#### Work task:
Here is the listing. Report each line in it that contains the string "speed".
=-=-=-=-=
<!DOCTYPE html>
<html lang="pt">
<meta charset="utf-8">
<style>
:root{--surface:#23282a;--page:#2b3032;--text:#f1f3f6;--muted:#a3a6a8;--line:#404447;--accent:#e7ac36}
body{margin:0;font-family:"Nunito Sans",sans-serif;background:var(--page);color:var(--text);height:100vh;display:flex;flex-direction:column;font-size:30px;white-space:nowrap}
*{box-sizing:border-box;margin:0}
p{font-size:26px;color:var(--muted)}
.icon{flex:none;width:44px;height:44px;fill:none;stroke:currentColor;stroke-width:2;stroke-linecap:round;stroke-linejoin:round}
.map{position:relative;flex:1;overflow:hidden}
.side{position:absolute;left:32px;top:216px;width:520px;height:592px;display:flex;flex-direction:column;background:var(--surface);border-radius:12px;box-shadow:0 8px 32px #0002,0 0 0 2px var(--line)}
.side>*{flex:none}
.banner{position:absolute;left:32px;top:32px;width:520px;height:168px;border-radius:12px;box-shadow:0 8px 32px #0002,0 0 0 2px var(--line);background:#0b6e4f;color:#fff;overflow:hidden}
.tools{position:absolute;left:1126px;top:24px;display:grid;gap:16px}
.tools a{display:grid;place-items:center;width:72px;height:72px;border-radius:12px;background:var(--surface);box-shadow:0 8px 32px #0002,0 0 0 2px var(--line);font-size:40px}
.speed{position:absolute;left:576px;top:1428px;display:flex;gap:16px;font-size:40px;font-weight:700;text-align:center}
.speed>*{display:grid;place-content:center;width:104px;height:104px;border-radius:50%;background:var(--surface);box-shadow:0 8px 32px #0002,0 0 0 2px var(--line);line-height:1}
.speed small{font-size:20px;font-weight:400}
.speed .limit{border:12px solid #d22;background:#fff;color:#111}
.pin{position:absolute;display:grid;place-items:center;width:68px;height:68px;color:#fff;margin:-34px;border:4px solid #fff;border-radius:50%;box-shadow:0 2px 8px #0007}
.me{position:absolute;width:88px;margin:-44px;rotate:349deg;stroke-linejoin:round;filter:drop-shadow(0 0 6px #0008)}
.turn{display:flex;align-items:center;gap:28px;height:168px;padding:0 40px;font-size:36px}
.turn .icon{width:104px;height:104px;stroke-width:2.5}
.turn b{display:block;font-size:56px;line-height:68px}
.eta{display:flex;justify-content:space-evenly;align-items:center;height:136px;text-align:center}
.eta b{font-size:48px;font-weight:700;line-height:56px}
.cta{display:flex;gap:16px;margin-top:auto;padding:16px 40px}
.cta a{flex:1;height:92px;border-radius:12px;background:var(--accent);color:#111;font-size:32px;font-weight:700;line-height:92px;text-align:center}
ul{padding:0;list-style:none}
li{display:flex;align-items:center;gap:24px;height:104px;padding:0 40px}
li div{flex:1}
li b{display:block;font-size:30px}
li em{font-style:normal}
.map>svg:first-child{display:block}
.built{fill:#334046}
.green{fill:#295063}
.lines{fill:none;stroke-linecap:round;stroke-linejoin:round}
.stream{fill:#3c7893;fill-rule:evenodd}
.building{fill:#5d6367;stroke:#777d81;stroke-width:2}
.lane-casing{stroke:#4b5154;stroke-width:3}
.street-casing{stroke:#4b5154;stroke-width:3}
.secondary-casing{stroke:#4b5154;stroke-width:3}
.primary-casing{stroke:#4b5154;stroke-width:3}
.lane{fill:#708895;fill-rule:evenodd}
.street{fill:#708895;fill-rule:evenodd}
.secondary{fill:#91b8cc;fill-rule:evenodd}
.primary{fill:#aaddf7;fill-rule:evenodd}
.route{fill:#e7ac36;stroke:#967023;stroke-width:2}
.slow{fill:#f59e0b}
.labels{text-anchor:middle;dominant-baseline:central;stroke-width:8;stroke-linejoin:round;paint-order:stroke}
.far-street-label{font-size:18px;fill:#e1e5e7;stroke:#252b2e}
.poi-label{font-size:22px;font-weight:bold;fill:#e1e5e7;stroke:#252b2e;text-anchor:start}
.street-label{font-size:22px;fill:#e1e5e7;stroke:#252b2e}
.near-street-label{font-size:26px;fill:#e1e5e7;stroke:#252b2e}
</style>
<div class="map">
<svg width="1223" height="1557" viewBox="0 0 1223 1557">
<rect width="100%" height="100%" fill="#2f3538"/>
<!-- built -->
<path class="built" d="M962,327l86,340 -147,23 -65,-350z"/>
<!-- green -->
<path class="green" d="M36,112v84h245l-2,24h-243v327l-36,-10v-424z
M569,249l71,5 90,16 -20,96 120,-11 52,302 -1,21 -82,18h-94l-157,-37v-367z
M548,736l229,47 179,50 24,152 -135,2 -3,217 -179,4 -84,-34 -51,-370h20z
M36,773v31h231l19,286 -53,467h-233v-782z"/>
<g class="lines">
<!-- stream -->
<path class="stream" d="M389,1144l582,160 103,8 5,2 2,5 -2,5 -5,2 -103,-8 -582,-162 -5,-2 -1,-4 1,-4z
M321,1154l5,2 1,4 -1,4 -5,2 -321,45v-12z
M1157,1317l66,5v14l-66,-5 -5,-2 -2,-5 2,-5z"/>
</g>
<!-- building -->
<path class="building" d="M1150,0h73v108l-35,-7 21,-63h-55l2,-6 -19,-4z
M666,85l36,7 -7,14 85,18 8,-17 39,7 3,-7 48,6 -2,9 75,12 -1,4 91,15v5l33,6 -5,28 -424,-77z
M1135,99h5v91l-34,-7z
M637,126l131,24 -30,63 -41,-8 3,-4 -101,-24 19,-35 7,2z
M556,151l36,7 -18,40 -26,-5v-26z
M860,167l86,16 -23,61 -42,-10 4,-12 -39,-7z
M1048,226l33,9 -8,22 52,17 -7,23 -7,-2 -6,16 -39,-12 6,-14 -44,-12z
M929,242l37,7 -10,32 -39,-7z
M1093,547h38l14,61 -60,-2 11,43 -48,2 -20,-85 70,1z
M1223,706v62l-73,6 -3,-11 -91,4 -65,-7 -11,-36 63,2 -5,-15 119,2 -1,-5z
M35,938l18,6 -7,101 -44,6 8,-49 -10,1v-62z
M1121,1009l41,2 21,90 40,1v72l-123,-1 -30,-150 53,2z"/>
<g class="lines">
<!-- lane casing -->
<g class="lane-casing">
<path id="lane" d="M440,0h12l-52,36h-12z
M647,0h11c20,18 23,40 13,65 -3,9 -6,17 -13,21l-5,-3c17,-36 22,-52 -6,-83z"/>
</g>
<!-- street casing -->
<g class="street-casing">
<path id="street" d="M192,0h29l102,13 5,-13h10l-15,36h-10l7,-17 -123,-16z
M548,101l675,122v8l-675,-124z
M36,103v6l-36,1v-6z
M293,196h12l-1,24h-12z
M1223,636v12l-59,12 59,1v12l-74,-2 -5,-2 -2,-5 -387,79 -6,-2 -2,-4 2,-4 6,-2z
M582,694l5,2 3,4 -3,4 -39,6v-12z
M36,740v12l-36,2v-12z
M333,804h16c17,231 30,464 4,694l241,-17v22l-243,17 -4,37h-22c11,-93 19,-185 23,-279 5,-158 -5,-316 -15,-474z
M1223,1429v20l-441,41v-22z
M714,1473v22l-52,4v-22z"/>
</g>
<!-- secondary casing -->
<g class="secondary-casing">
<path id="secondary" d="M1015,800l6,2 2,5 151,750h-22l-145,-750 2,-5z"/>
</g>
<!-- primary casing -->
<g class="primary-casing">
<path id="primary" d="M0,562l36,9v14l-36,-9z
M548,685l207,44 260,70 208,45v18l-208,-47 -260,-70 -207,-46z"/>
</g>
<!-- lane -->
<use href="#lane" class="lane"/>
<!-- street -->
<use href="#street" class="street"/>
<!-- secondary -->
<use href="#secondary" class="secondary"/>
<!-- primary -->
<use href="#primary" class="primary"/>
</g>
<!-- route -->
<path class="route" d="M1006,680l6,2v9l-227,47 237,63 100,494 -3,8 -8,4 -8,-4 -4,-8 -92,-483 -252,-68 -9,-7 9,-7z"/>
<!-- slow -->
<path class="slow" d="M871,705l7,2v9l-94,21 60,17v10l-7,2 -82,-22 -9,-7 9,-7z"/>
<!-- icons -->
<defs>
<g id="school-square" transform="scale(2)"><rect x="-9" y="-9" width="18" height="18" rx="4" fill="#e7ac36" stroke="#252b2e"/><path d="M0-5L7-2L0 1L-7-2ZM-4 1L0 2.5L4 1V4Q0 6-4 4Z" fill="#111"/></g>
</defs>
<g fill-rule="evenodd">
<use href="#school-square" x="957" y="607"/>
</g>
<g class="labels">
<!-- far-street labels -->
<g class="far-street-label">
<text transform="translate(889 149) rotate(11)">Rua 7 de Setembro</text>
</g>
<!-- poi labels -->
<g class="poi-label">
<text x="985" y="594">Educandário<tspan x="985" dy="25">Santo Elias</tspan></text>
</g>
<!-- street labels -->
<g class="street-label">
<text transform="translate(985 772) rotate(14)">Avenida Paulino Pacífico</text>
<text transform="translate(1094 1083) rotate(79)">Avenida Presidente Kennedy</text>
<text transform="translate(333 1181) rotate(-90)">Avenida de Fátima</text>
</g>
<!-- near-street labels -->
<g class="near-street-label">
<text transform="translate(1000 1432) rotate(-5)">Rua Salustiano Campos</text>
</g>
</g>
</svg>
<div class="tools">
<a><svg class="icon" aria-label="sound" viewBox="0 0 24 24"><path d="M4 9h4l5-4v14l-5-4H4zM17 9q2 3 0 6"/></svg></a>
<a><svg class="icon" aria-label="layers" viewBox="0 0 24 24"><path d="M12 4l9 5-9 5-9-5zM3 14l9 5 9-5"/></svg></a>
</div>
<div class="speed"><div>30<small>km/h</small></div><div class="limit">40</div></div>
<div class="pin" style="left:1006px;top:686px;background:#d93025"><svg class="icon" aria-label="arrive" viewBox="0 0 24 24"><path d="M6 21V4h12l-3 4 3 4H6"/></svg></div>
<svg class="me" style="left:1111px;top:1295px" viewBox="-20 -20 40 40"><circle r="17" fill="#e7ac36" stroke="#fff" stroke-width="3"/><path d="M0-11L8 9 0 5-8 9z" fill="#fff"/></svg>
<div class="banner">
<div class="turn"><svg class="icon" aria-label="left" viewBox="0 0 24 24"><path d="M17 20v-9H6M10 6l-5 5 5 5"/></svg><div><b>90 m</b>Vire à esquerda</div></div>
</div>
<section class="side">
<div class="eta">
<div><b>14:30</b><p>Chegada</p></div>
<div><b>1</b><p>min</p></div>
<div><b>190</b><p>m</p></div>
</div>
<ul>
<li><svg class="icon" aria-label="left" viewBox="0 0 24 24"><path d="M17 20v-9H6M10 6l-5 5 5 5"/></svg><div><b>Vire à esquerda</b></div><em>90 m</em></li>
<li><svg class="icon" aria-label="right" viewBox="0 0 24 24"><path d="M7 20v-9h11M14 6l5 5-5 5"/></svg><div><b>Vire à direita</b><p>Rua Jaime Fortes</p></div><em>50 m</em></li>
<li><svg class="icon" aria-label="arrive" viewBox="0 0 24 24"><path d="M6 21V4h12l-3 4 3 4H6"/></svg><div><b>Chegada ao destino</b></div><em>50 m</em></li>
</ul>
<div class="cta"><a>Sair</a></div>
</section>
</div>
=-=-=-=-=
#### Result for this exercise:
.speed{position:absolute;left:576px;top:1428px;display:flex;gap:16px;font-size:40px;font-weight:700;text-align:center}
.speed>*{display:grid;place-content:center;width:104px;height:104px;border-radius:50%;background:var(--surface);box-shadow:0 8px 32px #0002,0 0 0 2px var(--line);line-height:1}
.speed small{font-size:20px;font-weight:400}
.speed .limit{border:12px solid #d22;background:#fff;color:#111}
<div class="speed"><div>30<small>km/h</small></div><div class="limit">40</div></div>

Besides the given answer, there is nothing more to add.